Mendengar ucapan itu, orang-orang pun berkata dengan satu suara, "Kami telah memilihmu, wahai Amirul Mukminin. Kami ridha terhadapmu. Aturlah urusan kami dengan karunia dan berkah Allah."

Banyak hal yang bisa kita teladani dari sikap hidup Umar bin Abdul Aziz. Selain sikap zuhud dan kesederhanaan, kita juga belajar wara' (menjauhi syubhat). Misalnya, kisah tentang memadamkan lampu minyak ketika menerima kedatangan anaknya, diabadikan oleh sejarah. Ia tak mau menggunakan fasilitas negara untuk keperluan pribadi atau keluarga, (Bastoni, 104-105).

Tetapi, itu Umar bin Abdul Aziz. Seorang pemimpin yang bisa membedakan antara harta pribadi dan harta rakyat. Bisa membedakan, kapan kepentingan harus dengan menggunakan mobil dinas dan kapan menggunakan mobil pribadi. Bukan malah mobil dinas dirubah dengan mobil pribadi, seperti yang terjadi di kota Pamekasan yang beraikon Gerbang Salam. Sungguh, kejadian yang memilukan sekaligus memalukan. Semoga tidak terulang, karena itu hak rakyat (umum).

Seorang pemimpin tidak harus bersimpati dengan THR menjelang hari Raya (saja) untuk mendulang dukungan rakyat. Menebar janji-janji dan sumpah serapah di setiap kesempatan. Menabur angpao sampai ke pelosok paling kampung. Tetapi yang mampu membuktikan dengan suara koor bahwa dirinya baik dan betul-betul dibutuhkan rakyat, istikomah berbuat. Seperti, Presiden Jokowi misalnya, kalau tidak sungguh baik, tidak mungkin karirnya akan melesat sedemikian cepat. Kebaikan yang terlihat oleh mata rakyat tanpa dibuat-buat, telah mengantarkannya pada puncak kekuasaan tertinggi di negeri ini.

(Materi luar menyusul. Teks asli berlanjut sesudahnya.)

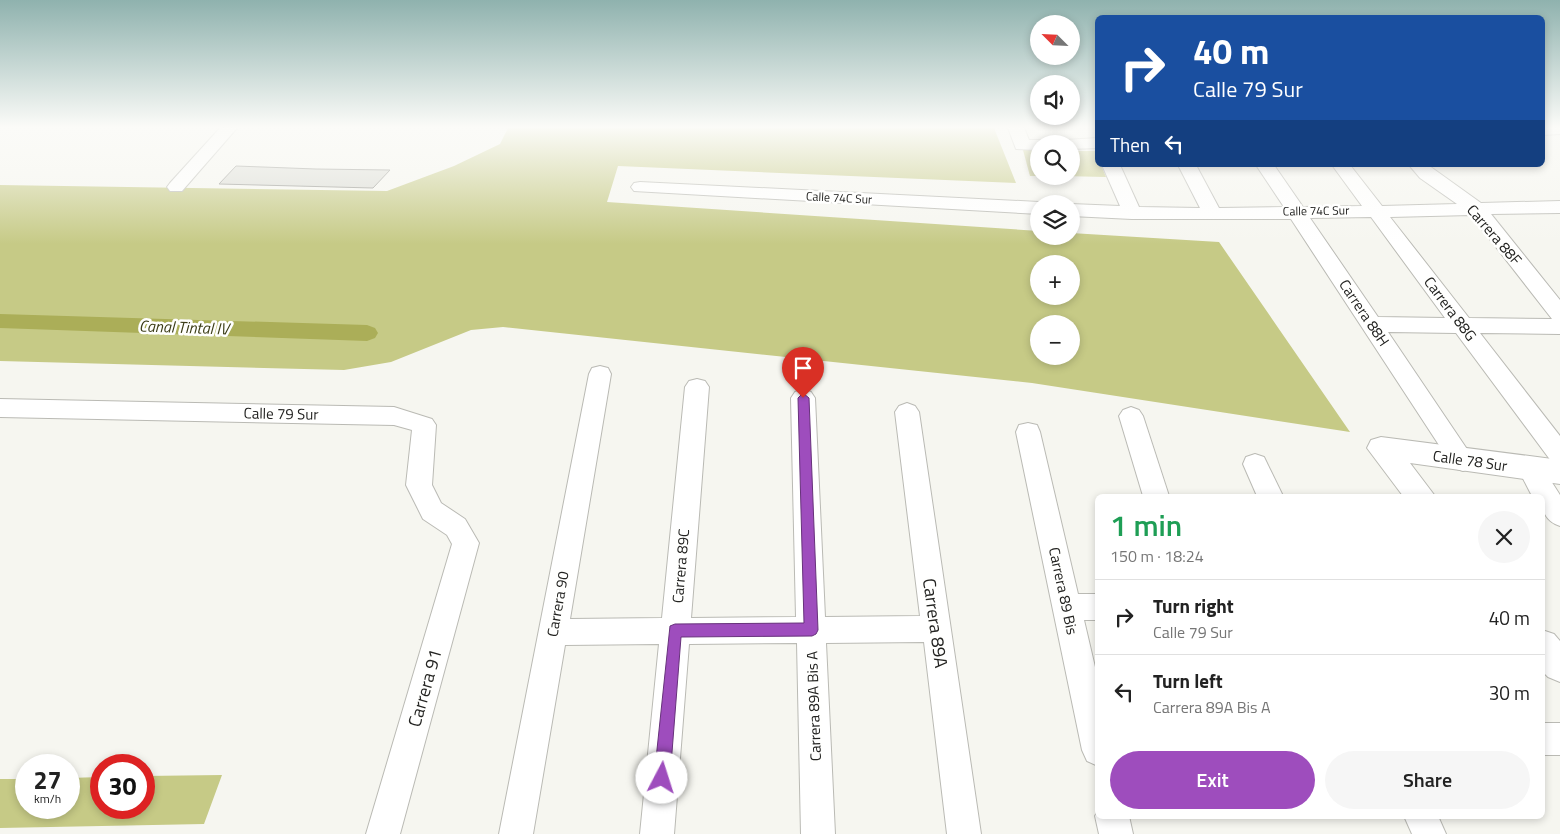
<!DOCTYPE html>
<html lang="en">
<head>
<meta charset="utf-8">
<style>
	:root { --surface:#fff; --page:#f6f6f6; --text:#222; --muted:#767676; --line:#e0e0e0; --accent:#9e4dbd }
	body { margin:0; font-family:"Titillium Web",sans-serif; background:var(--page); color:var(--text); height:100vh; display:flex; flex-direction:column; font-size:19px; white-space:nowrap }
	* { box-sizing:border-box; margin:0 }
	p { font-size:16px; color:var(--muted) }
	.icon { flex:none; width:28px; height:28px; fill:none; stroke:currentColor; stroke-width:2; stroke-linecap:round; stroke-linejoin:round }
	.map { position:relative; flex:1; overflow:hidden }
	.sheet { position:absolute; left:1095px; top:494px; width:450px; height:325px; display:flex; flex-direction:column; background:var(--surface); border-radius:8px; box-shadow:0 2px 8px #0003 }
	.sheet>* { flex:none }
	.banner { position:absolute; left:1095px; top:15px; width:450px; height:152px; border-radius:8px; box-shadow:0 2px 8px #0003; background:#1a4fa0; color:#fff; overflow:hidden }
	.needle { width:32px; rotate:294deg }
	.tools { position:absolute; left:1030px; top:15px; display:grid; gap:10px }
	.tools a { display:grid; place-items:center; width:50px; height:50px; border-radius:50%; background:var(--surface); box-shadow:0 2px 8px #0003; font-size:25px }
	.speed { position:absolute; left:15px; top:754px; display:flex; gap:10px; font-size:25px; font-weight:700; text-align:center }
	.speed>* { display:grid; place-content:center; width:65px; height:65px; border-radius:50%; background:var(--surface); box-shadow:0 2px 8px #0003; line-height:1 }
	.speed small { font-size:12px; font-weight:400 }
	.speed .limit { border:8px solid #d22; background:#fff; color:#111 }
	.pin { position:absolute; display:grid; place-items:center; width:42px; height:42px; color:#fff; margin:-51px -21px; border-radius:50% 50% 50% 0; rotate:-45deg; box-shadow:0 0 5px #0007 }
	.pin .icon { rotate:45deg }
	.me { position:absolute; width:55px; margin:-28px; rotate:5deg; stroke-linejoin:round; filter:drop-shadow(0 0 4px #0008) }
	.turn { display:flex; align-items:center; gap:18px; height:105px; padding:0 15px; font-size:22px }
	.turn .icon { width:65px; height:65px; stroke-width:2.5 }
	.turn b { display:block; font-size:35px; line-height:42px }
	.then { display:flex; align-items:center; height:48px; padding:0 15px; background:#0003; gap:10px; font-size:19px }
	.round { display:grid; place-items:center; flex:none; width:52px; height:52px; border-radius:26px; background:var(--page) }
	.overview { display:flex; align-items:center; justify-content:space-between; height:85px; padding:0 15px }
	h1 { font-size:30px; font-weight:600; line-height:38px; color:#1e9e55 }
	.button { display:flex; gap:10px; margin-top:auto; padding:10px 15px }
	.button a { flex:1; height:58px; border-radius:30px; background:var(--accent); color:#fff; font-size:20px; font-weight:600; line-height:58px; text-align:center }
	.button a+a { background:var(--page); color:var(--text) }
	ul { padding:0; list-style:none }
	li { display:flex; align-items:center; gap:15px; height:75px; padding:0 15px; border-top:1px solid var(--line) }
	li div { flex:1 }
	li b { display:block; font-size:19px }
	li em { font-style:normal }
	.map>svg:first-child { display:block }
	.green { fill:#c6ca86; fill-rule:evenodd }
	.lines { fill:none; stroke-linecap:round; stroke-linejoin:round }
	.canal { fill:#abae58; fill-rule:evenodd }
	.building { fill:#dadbd4; stroke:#93938d }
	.minor-casing { stroke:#babab4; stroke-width:2 }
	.tertiary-casing { stroke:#babab4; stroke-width:2 }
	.minor { fill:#fff; fill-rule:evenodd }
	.tertiary { fill:#fff; fill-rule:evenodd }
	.route { fill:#9e4dbd; stroke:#67327b }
	.labels { text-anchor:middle; stroke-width:5; stroke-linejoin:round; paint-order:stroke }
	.far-street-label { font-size:12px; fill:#232321; stroke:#fffffe }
	.street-label { font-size:15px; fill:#232321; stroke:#fffffe }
	.water-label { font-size:16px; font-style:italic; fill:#3b3c17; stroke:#fffffe }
	.near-street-label { font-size:18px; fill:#232321; stroke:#fffffe }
</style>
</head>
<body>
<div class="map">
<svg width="1560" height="834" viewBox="0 0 1560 834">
	<rect width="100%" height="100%" fill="#f6f6f0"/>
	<!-- green -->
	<g class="green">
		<path d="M 508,128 L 994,128 L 1016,183 L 618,166 L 607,202 L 1039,231 L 1039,236 L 1071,236 L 1071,233 L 1219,242 L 1350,432 L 1032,383 L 503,327 L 471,330 L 391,362 L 344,370 L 0,361 L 0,185 L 387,191 L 454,166 L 500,144 ZM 1039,264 L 1071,264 L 1071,296 L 1039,296 ZM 1039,324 L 1071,324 L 1071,356 L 1039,356 Z"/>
		<path d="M 1023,150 L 1039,150 L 1039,176 L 1030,176 Z"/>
		<path d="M 1071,151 L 1096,151 L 1098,165 L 1101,165 L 1106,177 L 1063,176 L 1071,176 Z"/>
		<path d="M 222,775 L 204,824 L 0,828 L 0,779 L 26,779 L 26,808 L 69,808 L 69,778 L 101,777 L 101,808 L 144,808 L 144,776 Z"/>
	</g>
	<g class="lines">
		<!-- canal -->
		<path class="canal" d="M 0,314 L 367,325 L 375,328 L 378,333 L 375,338 L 367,341 L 0,328 Z"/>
	</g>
	<!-- building -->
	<path class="building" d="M 236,166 L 316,169 L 390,170 L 373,188 L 219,184 Z"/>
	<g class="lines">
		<defs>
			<g id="minor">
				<path d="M 220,128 L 237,128 L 182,191 L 170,191 L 167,187 L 170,183 Z"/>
				<path d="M 1008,128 L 1024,128 L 1029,140 L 1039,140 L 1047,144 L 1039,144 L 1039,150 L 1016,149 Z"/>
				<path d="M 1542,128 L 1560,128 L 1560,134 L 1542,135 Z"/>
				<path d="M 1098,138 L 1098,148 L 1071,149 L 1071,144 L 1063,144 L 1065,140 Z"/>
				<path d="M 1102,165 L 1120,165 L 1139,207 L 1200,208 L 1178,165 L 1196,165 L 1219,208 L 1284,207 L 1256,165 L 1274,165 L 1303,207 L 1362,206 L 1332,165 L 1350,165 L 1382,206 L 1457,204 L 1420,178 L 1409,165 L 1428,165 L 1481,203 L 1560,201 L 1560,213 L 1491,214 L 1560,300 L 1560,334 L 1480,333 L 1560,436 L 1560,464 L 1551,461 L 1456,333 L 1388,332 L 1475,461 L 1472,468 L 1463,471 L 1454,468 L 1291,219 L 1132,219 L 1071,216 L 1071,204 L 1120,206 ZM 1471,215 L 1552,319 L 1469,318 L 1390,217 ZM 1371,217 L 1445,318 L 1378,317 L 1310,218 Z"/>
				<path d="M 640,182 L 1039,202 L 1045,204 L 1039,204 L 1039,214 L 634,191 L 631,187 L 634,183 Z"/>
				<path d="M 600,366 L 608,368 L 611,374 L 570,619 L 662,618 L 685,387 L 689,381 L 697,379 L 705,381 L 709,387 L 691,618 L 796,617 L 791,398 L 795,392 L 803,389 L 811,392 L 815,398 L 825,617 L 920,616 L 895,412 L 899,406 L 907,403 L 915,406 L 919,412 L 981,834 L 947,834 L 924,642 L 826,643 L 835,834 L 801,834 L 797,643 L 689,644 L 674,834 L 640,834 L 659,644 L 565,645 L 533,834 L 499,834 L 589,374 L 592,368 Z"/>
				<path d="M 0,399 L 394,407 L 432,419 L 436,425 L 432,485 L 441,503 L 465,519 L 479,543 L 400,834 L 366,834 L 452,544 L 447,535 L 423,519 L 406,485 L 412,430 L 394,425 L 0,417 Z"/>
				<path d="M 1131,407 L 1139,410 L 1143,416 L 1169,496 L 1143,496 L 1119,416 L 1123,410 Z"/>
				<path d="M 1028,423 L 1037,425 L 1040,432 L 1078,594 L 1098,594 L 1098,620 L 1084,620 L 1098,680 L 1098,766 L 1087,761 L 1082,750 L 1016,432 L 1019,425 Z"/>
				<path d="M 1255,454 L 1264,457 L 1283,496 L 1257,496 L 1243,464 L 1246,457 Z"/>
				<path d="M 1530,459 L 1539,462 L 1560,495 L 1560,526 C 1545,521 1542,511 1542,496 L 1532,496 L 1518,469 L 1521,462 Z"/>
				<rect x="1542" y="723" width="18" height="32"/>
				<path d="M 1098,811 L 1098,816 L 1129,816 L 1133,834 L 1099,834 L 1095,816 Z"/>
				<path d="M 1404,816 L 1438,816 L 1446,834 L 1412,834 Z"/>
			</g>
			<g id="tertiary">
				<path d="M 1381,437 L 1560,460 L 1560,484 L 1410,463 L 1435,496 L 1403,496 L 1367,448 L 1371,440 Z"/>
				<path d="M 1542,630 L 1554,634 L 1560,641 L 1560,682 L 1548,677 L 1542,671 Z"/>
			</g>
		</defs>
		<!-- minor casing -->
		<use href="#minor" class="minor-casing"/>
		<!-- tertiary casing -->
		<use href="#tertiary" class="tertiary-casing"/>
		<!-- minor -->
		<use href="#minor" class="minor"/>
		<!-- tertiary -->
		<use href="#tertiary" class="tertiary"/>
	</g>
	<!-- sky -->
	<linearGradient id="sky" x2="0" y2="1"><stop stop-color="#8fb2ae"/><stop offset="0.52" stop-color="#fbfbf8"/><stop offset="1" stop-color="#fbfbf8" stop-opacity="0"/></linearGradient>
	<rect width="1560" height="244" fill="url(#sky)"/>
	<!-- route -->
	<path class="route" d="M 803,393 L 809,398 L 818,630 L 816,634 L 812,636 L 681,637 L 670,778 L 667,784 L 662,786 L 656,784 L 654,778 L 670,626 L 675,624 L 804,623 L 798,398 Z"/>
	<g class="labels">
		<!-- far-street labels -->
		<g class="far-street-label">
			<text transform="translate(839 198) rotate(3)" y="4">Calle 74C Sur</text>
			<text transform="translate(1316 211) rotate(-1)" y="4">Calle 74C Sur</text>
		</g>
		<!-- street labels -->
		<g class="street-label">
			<text transform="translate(1494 235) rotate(49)" y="5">Carrera 88F</text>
			<text transform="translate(1450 309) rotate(53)" y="5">Carrera 88G</text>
			<text transform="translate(1364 313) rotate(56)" y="5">Carrera 88H</text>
			<text transform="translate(281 414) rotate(1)" y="5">Calle 79 Sur</text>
			<text transform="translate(1470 461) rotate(8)" y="5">Calle 78 Sur</text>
			<text transform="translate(681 566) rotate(-85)" y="5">Carrera 89C</text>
			<text transform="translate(1063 591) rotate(78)" y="5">Carrera 89 Bis</text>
			<text transform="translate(558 604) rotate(-80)" y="5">Carrera 90</text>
			<text transform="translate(814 706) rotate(-92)" y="5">Carrera 89A Bis A</text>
		</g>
		<!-- water labels -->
		<g class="water-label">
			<text transform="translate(184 327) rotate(2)" y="6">Canal Tintal IV</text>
		</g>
		<!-- near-street labels -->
		<g class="near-street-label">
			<text transform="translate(935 623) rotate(82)" y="6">Carrera 89A</text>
			<text transform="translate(425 688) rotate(-74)" y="6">Carrera 91</text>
		</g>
	</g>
</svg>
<div class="tools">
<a><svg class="needle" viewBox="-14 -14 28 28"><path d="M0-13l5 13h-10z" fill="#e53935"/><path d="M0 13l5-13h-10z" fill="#767676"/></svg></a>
<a><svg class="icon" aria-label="sound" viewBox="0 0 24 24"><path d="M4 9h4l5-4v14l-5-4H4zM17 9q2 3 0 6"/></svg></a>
<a><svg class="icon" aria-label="search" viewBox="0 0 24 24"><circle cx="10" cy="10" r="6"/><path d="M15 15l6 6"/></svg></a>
<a><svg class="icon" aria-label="layers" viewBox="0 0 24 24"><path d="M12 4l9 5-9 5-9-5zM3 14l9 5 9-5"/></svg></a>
<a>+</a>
<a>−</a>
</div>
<div class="speed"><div>27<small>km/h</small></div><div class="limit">30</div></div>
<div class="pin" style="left:803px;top:398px;background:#d93025"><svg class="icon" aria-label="arrive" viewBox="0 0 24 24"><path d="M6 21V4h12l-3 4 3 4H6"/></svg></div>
<svg class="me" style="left:662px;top:778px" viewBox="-20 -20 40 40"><circle r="19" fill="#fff"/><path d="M0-13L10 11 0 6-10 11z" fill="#9e4dbd"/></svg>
<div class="banner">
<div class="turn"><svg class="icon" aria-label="right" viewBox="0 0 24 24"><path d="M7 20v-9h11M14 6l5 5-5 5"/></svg><div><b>40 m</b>Calle 79 Sur</div></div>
<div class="then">Then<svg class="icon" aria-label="left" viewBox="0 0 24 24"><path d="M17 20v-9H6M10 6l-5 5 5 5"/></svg></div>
</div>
<section class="sheet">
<div class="overview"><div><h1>1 min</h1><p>150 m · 18:24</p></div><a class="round"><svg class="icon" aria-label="close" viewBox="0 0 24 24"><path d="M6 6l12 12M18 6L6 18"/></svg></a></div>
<ul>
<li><svg class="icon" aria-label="right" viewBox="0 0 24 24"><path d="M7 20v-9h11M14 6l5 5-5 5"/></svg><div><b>Turn right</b><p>Calle 79 Sur</p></div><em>40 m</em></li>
<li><svg class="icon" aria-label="left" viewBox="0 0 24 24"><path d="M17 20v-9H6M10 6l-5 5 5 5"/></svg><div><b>Turn left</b><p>Carrera 89A Bis A</p></div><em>30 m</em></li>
</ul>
<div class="button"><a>Exit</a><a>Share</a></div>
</section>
</div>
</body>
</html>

Harusnya, kekuasaan hanya dijadikan sebagai ajang pengabdian kepada masyarakat. Tidak dengan kekuasaan membuatnya berkuasa seenak perutnya dan mengabaikan amanah rakyat. Apalagi, setelah berkuasa mempertahankan kekuasaan mati-matian dengan cara yang tidak berperikemanusiaan. Seorang tokoh bangsa, KH. Abdurrahman Wahid, pernah menyampaikan bahwa, "Tidak ada jabatan di dunia ini yang perlu dipertahankan mati-matian." Apalagi mengorbankan rakyat. Tidak penting banget.

Namun, cara-cara bejat itu bukan tidak mungkin dilakukan oleh para penguasa. Seperti yang disampaikan oleh seorang filsuf Italia, Niccolo Machiavelli, bahwa seorang penguasa yang ingin tetap berkuasa dan memperkuat kekuasaannya haruslah menggunakan tipu muslihat, licik dan dusta, digabung dengan kekejaman dan kekuatan, (Murtiningsih, 72-73).

Jika statement, Niccolo Machiavelli ini benar, maka menjelang kontestasi politik untuk merebut kekuasaan di Pamekasan ini sangat mungkin penuh dengan tipu muslihat. Sebab, rasanya sulit sekali melihat sifat Umar bin Abdul Aziz di era modern ini dengan segala kebijaksanaannya. Kalau sudah begitu, bersiaplah kita sebagai rakyat menjadi objek kedustaan.

Tetapi bagaimana pun caranya, sebuah negari sampai kampung tidak boleh dibiarkan kosong tanpa pemimpin. Karena akan berakibat stagnasi kekuasaan yang akan melahirkan penjajahan. Meski tidak menutup kemungkinan kita bisa dijajah oleh yang sebangsa dan setanah air.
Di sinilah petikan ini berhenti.